October, 2003

Jiyoung Chae has a traveler's curiosity but also her objectivity, and it is this powerful combination that makes her visual installations of rural and urban communities an experience in inhabiting familiar environments in entirely new ways. It is also this combination that the Korean-born artist will reveal in her slideshow presentation at October's MacDowell Downtown on Thursday, October 2nd at the Peterborough Historical Society.

“I'm not trying to put up big, political issues,” Chae says in her soft-spoken, almost meditative voice. “I'm just showing personally how I understand community.” Chae has involved herself in numerous community projects; one of her latest took place in Utica, New York, a town, she says, that is in decline. “It's a dying industrial city, one that didn't take care of its people. There were only metal and beer factories. I wanted to bring in nature, give something brighter with more resolution.” To that end, she re-invented an abandoned house, a symbol for the community-at-large, with natural elements such as carpets that appeared as waving grass and expanded windows that attracted more light. “I care about people even though they are not friends or family. I've always thought about people's lives, how they live in the world, and what my role is as an artist to enrich their lives.”

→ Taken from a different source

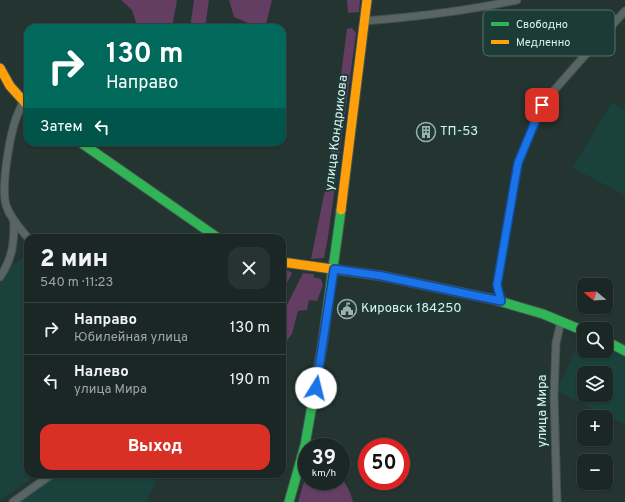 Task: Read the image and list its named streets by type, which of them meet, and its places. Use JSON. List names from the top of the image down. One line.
{"streets":{"street":["улица Кондрикова","улица Мира"]},"places":{"building":["ТП-53"],"public building":["Кировск 184250"]},"legend":["Свободно","Медленно"],"north":"left","page":{"turn":["130 m","Направо"],"then":"Затем","heading":["2 мин","540 m · 11:23"],"map_buttons":["+","−"],"list":[{"name":"Направо","note":"Юбилейная улица","value":"130 m"},{"name":"Налево","note":"улица Мира","value":"190 m"}],"buttons":"Выход","speed":"39 km/h","limit":"50"}} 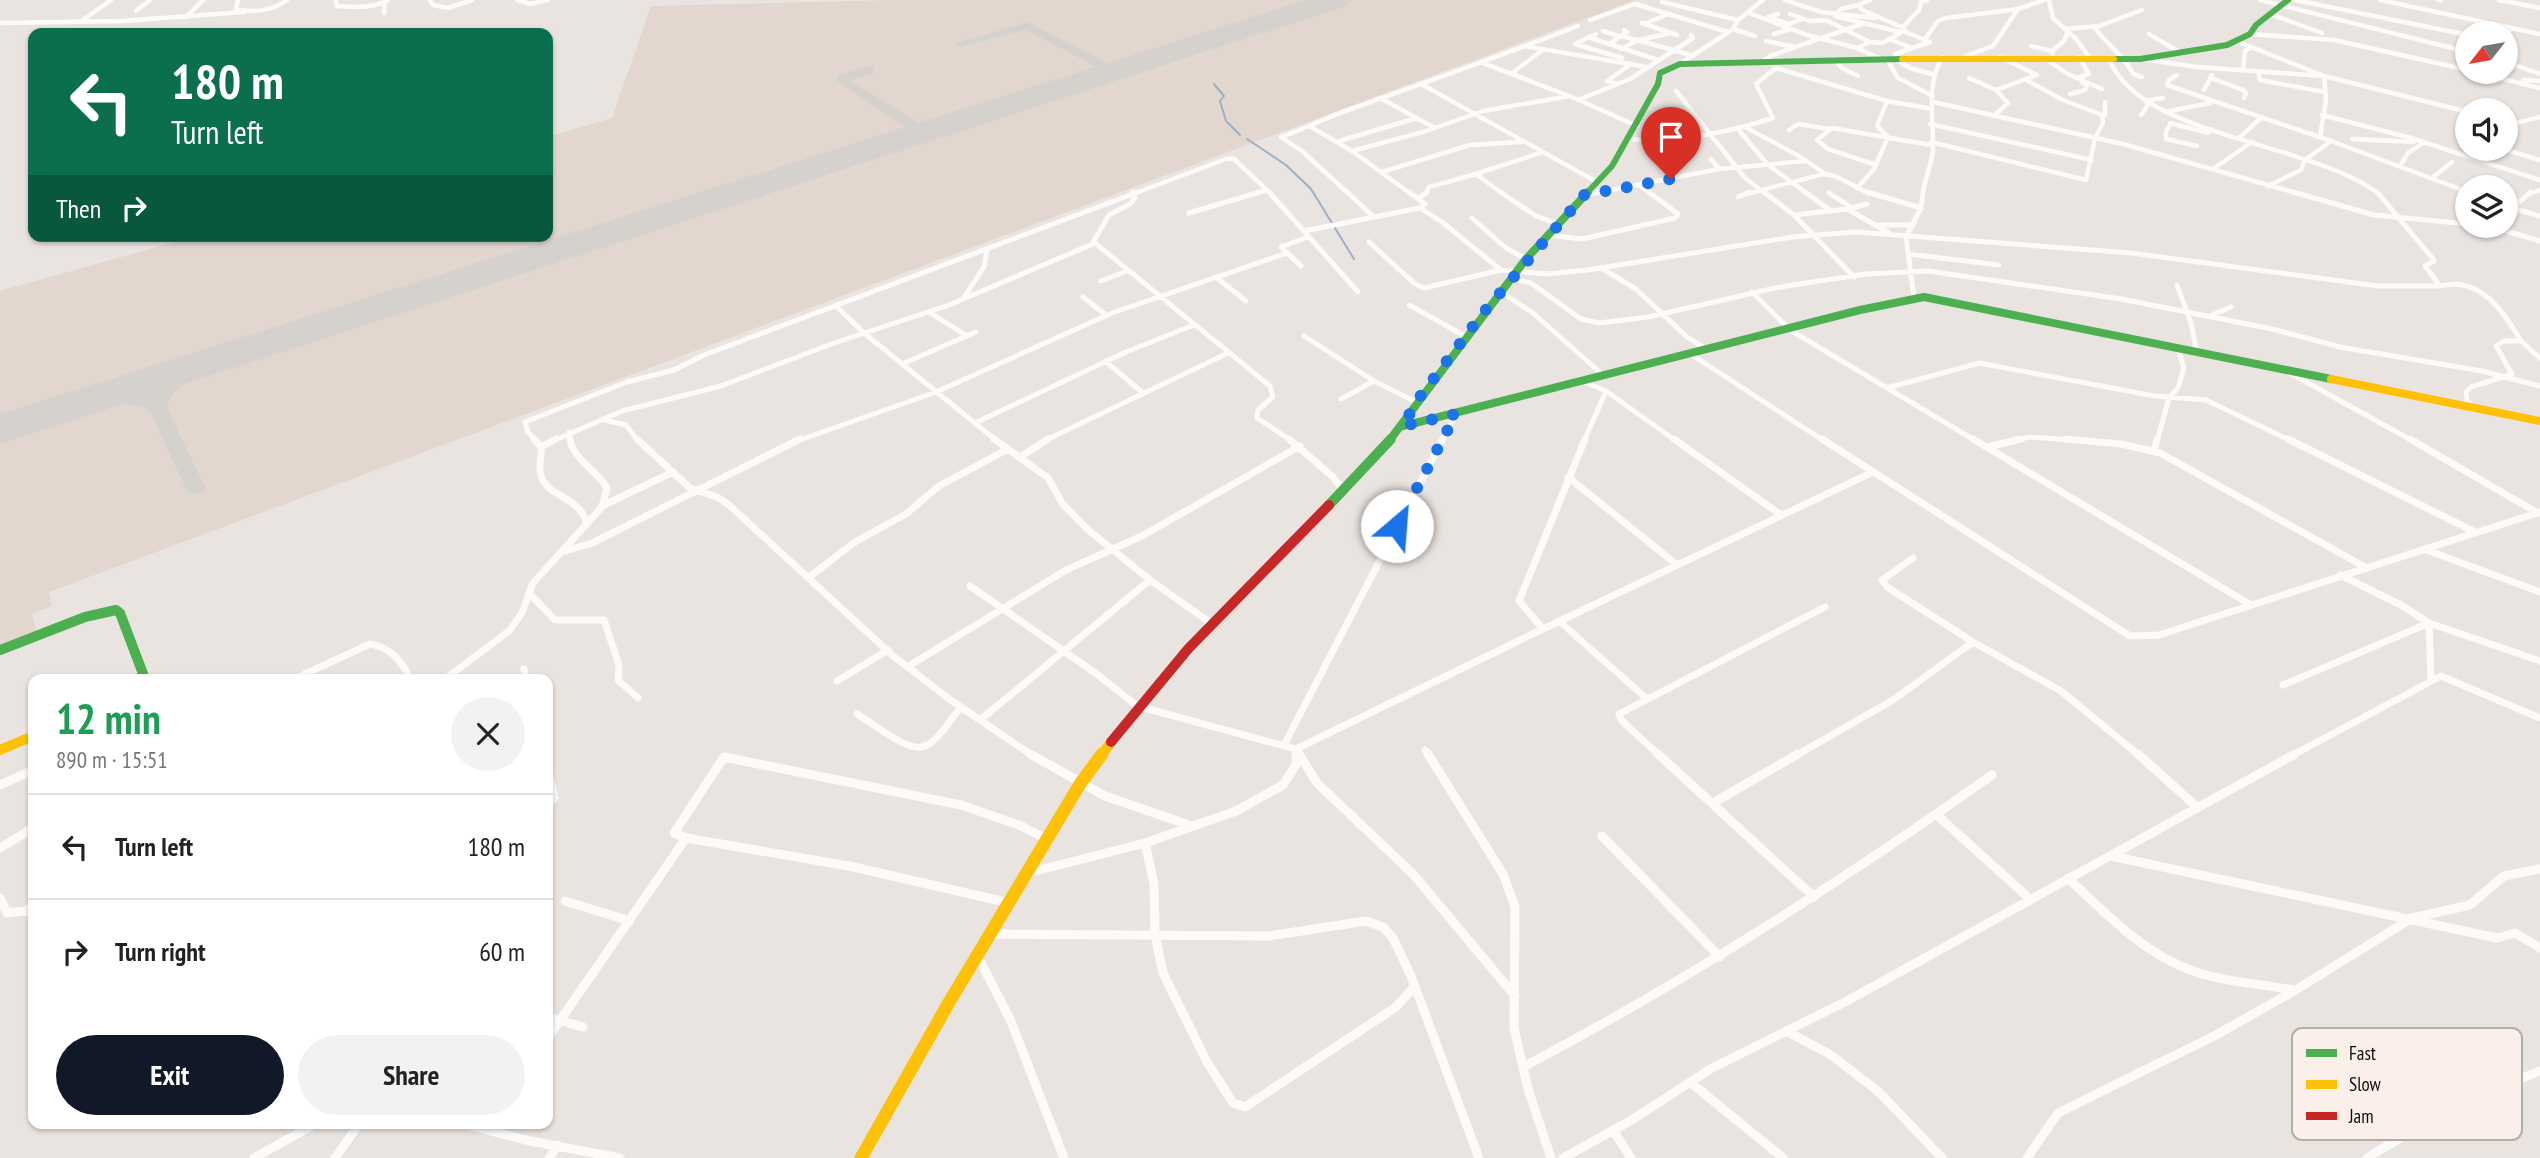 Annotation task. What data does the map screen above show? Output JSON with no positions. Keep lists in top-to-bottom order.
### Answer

Presenting community to the community that lives there is at the core of Chae's work, but it is never a simple act of portraiture. Before she even begins creating her installations, she focuses on the environment intensely, often stopping by “historic sites, old factories, stores, farms, lakes, libraries, parades.” She talks to residents and tries to adapt herself “well enough to show what she sees and share it as an experience.” The experience she wants to create is one that illuminates the commonality between communities. “I know we have different languages often, and different backgrounds, but I also know we have common character, and we feel a lot of the same emotions and feelings. I hope that viewers arrive at an understanding of the situation that I create.”

Those situations are most poetically found in the medium of installation, where the viewer can literally inhabit a space and come to terms with what is discovered there. It's a worthy metaphor for the act of being she evokes, but it's also more than that. One of Chae's favorite things to do is talk to viewers after they have spent time in the space. “After people experience the installation, they can stop by and discuss their thoughts…already, we have something in common to talk about.” It's a noteworthy reversal: The same curiosity that compelled Chae into the community compels viewers into her installations, making them travelers in their own environment. And though they are seeing a representation of their home, Chae claims they are observing it for the first time in an objective way, much like a foreigner would. By discussing it afterward, they take their place among world travelers whose sole mission is to make connections out of nothing but a shared space and moment.

“A site,” she says, “is involved with the accumulation of time, history, accidents, lives of people, inanimate things, and animate things. We share the common experience that contains the private experience. And I believe art should touch people to carry on with their lives in a better way.”